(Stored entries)
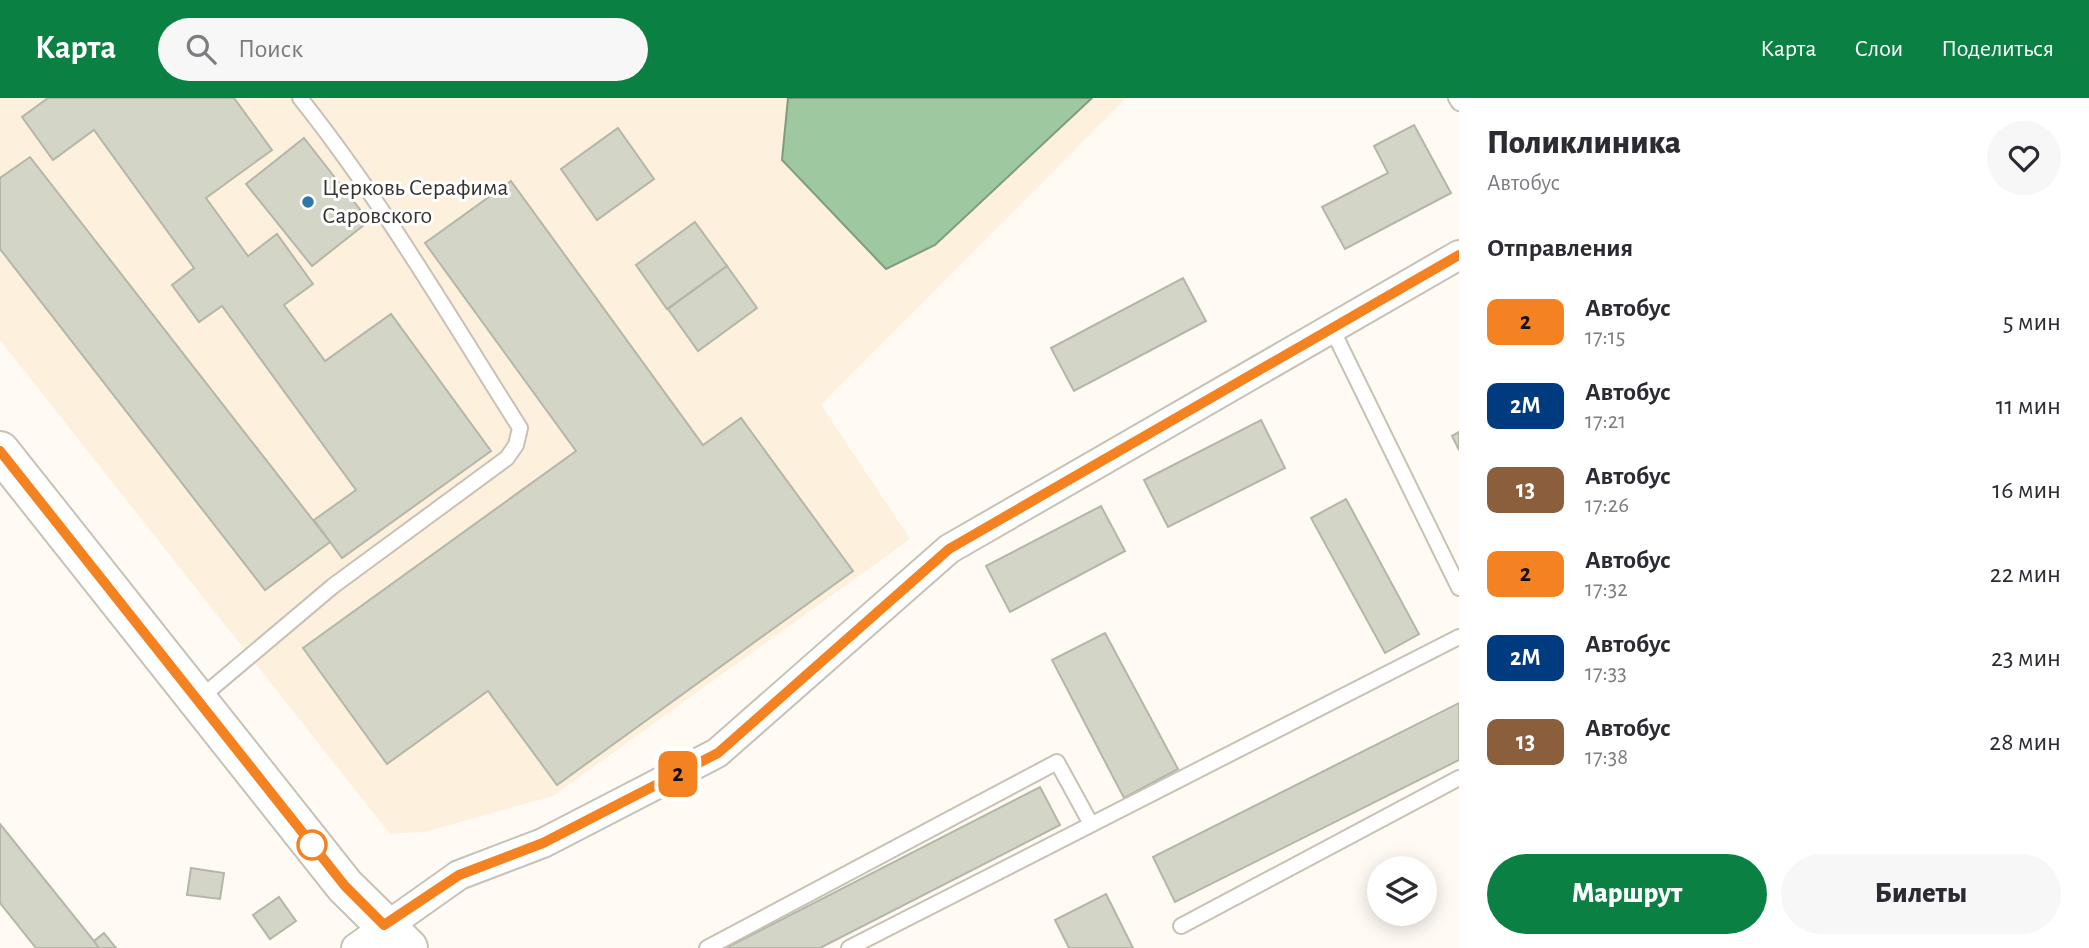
<!DOCTYPE html>
<html lang="ru">
<head>
<meta charset="utf-8">
<style>
	body { margin:0; font-family:"Alegreya Sans",sans-serif; background:#f7f7f7; color:#2b2b33; height:100vh; display:flex; flex-direction:column; font-size:26px; white-space:nowrap }
	* { box-sizing:border-box; margin:0 }
	p { font-size:23px; color:#7c7c81 }
	.icon { flex:none; width:38px; height:38px; fill:none; stroke:currentColor; stroke-width:2; stroke-linecap:round; stroke-linejoin:round }
	.map { position:relative; flex:1; overflow:hidden }
	.drawer { display:flex; flex-direction:column; background:#fff; width:630px }
	.drawer>* { flex:none }
	.badge { padding:0 14px; border-radius:10px; font-size:24px; line-height:46px }
	.fabs { position:absolute; left:1367px; top:758px; display:grid; gap:14px }
	.fabs a { display:grid; place-items:center; width:70px; height:70px; border-radius:50%; background:#fff; box-shadow:0 4px 18px #0003; font-size:35px }
	.map>.badge { position:absolute; translate:-50% -50%; box-shadow:0 0 0 4px #fff }
	h2 { padding:0 28px; font-size:26px; line-height:63px }
	.round { display:grid; place-items:center; flex:none; width:74px; height:74px; border-radius:37px; background:#f7f7f7 }
	.head { display:flex; align-items:center; justify-content:space-between; height:119px; padding:0 28px }
	h1 { font-size:33px; font-weight:800; line-height:52px }
	.action { display:flex; gap:14px; margin-top:auto; padding:14px 28px }
	.action a { flex:1; height:80px; border-radius:42px; background:#0b8043; color:#fff; font-size:28px; font-weight:800; line-height:80px; text-align:center }
	.action a+a { background:#f7f7f7; color:#2b2b33 }
	ul { padding:0; list-style:none }
	li { display:flex; align-items:center; gap:21px; height:84px; padding:0 28px }
	li div { flex:1 }
	li b { display:block; font-size:26px }
	li em { font-style:normal }
	li .badge { min-width:77px; font-weight:700; text-align:center }
	header { display:flex; align-items:center; gap:42px; box-sizing:border-box; height:98px; padding:0 35px; background:#0b8043; color:#fff }
	header strong { font-size:33px }
	nav { display:flex; gap:38px; margin-inline-start:auto; font-size:24px }
	.search { width:490px; height:63px; background:#f7f7f7; display:flex; align-items:center; gap:18px; box-sizing:border-box; padding:0 24px; border-radius:38px; color:#7c7c81; font-size:26px }
	main { display:flex; flex:1; min-height:0 }
	.map>svg:first-child { display:block }
	.built { fill:#fdf1dd }
	.water { fill:#9ec89f; stroke:#7f9c7e; stroke-width:2 }
	.building { fill:#d3d5c7; stroke:#b4b6a8; stroke-width:2 }
	.lines { fill:none; stroke-linecap:round; stroke-linejoin:round }
	.lane-casing { stroke:#c8c1b5; stroke-width:18 }
	.street-casing { stroke:#c8c1b5; stroke-width:32 }
	.secondary-casing { stroke:#c8c1b5; stroke-width:42 }
	.lane { stroke:#fff; stroke-width:14 }
	.street { stroke:#fff; stroke-width:28 }
	.secondary { stroke:#fff; stroke-width:38 }
	.line-casing { stroke:#fff; stroke-width:16 }
	.line { stroke:#f58220; stroke-width:10 }
	.poi-dot { fill:#2f77ab; stroke:#fff; stroke-width:2.5 }
	.stop-dot { fill:#fff; stroke:#f58220; stroke-width:3.5 }
	.labels { text-anchor:middle; dominant-baseline:central; stroke-width:6; stroke-linejoin:round; paint-order:stroke }
	.poi-label { font-size:24px; fill:#383530; stroke:#fff; text-anchor:start }
</style>
</head>
<body>
<header>
<strong>Карта</strong>
<div class="search"><svg class="icon" aria-label="search" viewBox="0 0 24 24"><circle cx="10" cy="10" r="6"/><path d="M15 15l6 6"/></svg>Поиск</div>
<nav><a>Карта</a><a>Слои</a><a>Поделиться</a></nav>
</header>
<main>
<div class="map">
<svg width="1459" height="850" viewBox="0 0 1459 850">
	<rect width="100%" height="100%" fill="#fffaf3"/>
	<path class="built" d="M0,0H1126L821,307L910,441L553,698L424,734L390,736L0,242Z"/>
	<path class="water" d="M788,0H1092L935,147L886,171L782,62Z"/>
	<g class="building">
		<path d="M48,0H234L272,52L206,100L248,158L277,136L313,186L284,207L325,263L391,216L491,353L342,460L314,422L356,392L222,208L199,224L172,187L194,170L94,32L53,62L22,19Z"/>
		<path d="M1414,27L1451,95L1345,151L1322,109L1388,75L1374,48Z"/>
		<path d="M618,30L654,81L597,122L561,71Z"/>
		<path d="M304,40L369,123L312,168L246,86Z"/>
		<path d="M30,59L330,444L265,492L0,151V80Z"/>
		<path d="M511,83L703,347L741,320L853,473L557,687L488,593L387,666L303,550L576,353L425,145Z"/>
		<path d="M695,124L727,168L667,211L636,167Z"/>
		<path d="M727,168L757,210L698,253L668,211Z"/>
		<path d="M1183,180L1206,223L1074,293L1051,250Z"/>
		<path d="M1261,322L1285,370L1168,429L1144,382Z"/>
		<path d="M1459,334V352L1452,338Z"/>
		<path d="M1346,401L1419,536L1385,555L1311,420Z"/>
		<path d="M1101,408L1125,453L1010,514L986,468Z"/>
		<path d="M1105,535L1178,671L1124,700L1052,562Z"/>
		<path d="M1459,605V662L1175,804L1153,759Z"/>
		<path d="M1040,689L1060,727L820,850H726Z"/>
		<path d="M0,726L94,843L99,850H36L0,805Z"/>
		<path d="M191,770L224,775L220,801L187,797Z"/>
		<path d="M1106,796L1133,850H1069L1055,822Z"/>
		<path d="M279,799L296,823L270,841L253,817Z"/>
		<path d="M104,835L116,850H99L94,843Z"/>
	</g>
	<g class="lines">
		<g class="lane-casing">
			<g id="lane">
				<path d="M1456,0L1459,5"/>
				<path d="M1331,229L1459,490"/>
				<path d="M199,601L333,488L507,360L516,347L520,330C449,218 382,103 300,0"/>
				<path d="M1181,828L1459,680"/>
				<path d="M707,850L1057,664L1091,726"/>
				<path d="M849,850L1459,539"/>
			</g>
		</g>
		<g class="street-casing">
			<path id="street" d="M356,850L459,777L543,745L717,655L949,451L1459,157"/>
		</g>
		<g class="secondary-casing">
			<path id="secondary" d="M0,353L345,788L408,850"/>
		</g>
		<use href="#lane" class="lane"/>
		<use href="#street" class="street"/>
		<use href="#secondary" class="secondary"/>
	</g>
	<g class="lines">
		<g class="line-casing">
			<path id="line" d="M0,353L345,788L384,827L459,777L543,745L718,655L949,451L1459,157"/>
		</g>
		<use href="#line" class="line"/>
	</g>
	<circle class="poi-dot" cx="308" cy="104" r="7"/>
	<circle class="stop-dot" cx="312" cy="747" r="14"/>
	<g class="labels">
		<g class="poi-label">
			<text x="322" y="90">Церковь Серафима<tspan x="322" dy="28">Саровского</tspan></text>
		</g>
	</g>
</svg>
<div class="fabs">
<a><svg class="icon" aria-label="layers" viewBox="0 0 24 24"><path d="M12 4l9 5-9 5-9-5zM3 14l9 5 9-5"/></svg></a>
</div>
<b class="badge" style="left:678px;top:676px;background:#f58220;color:#111">2</b>
</div>
<section class="drawer">
<div class="head"><div><h1>Поликлиника</h1><p>Автобус</p></div><a class="round"><svg class="icon" aria-label="heart" viewBox="0 0 24 24"><path d="M12 20l-8-8c-3-5 5-10 8-4 3-6 11-1 8 4z"/></svg></a></div>
<h2>Отправления</h2>
<ul>
<li><span class="badge" style="background:#f58220;color:#111">2</span><div><b>Автобус</b><p>17:15</p></div><em>5 мин</em></li>
<li><span class="badge" style="background:#003b80;color:#fff">2М</span><div><b>Автобус</b><p>17:21</p></div><em>11 мин</em></li>
<li><span class="badge" style="background:#8b5e3c;color:#fff">13</span><div><b>Автобус</b><p>17:26</p></div><em>16 мин</em></li>
<li><span class="badge" style="background:#f58220;color:#111">2</span><div><b>Автобус</b><p>17:32</p></div><em>22 мин</em></li>
<li><span class="badge" style="background:#003b80;color:#fff">2М</span><div><b>Автобус</b><p>17:33</p></div><em>23 мин</em></li>
<li><span class="badge" style="background:#8b5e3c;color:#fff">13</span><div><b>Автобус</b><p>17:38</p></div><em>28 мин</em></li>
</ul>
<div class="action"><a>Маршрут</a><a>Билеты</a></div>
</section>
</main>
</body>
</html>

## Problem
Copy each line above that contains the word "fabs".

## Exercise result
	.fabs { position:absolute; left:1367px; top:758px; display:grid; gap:14px }
	.fabs a { display:grid; place-items:center; width:70px; height:70px; border-radius:50%; background:#fff; box-shadow:0 4px 18px #0003; font-size:35px }
<div class="fabs">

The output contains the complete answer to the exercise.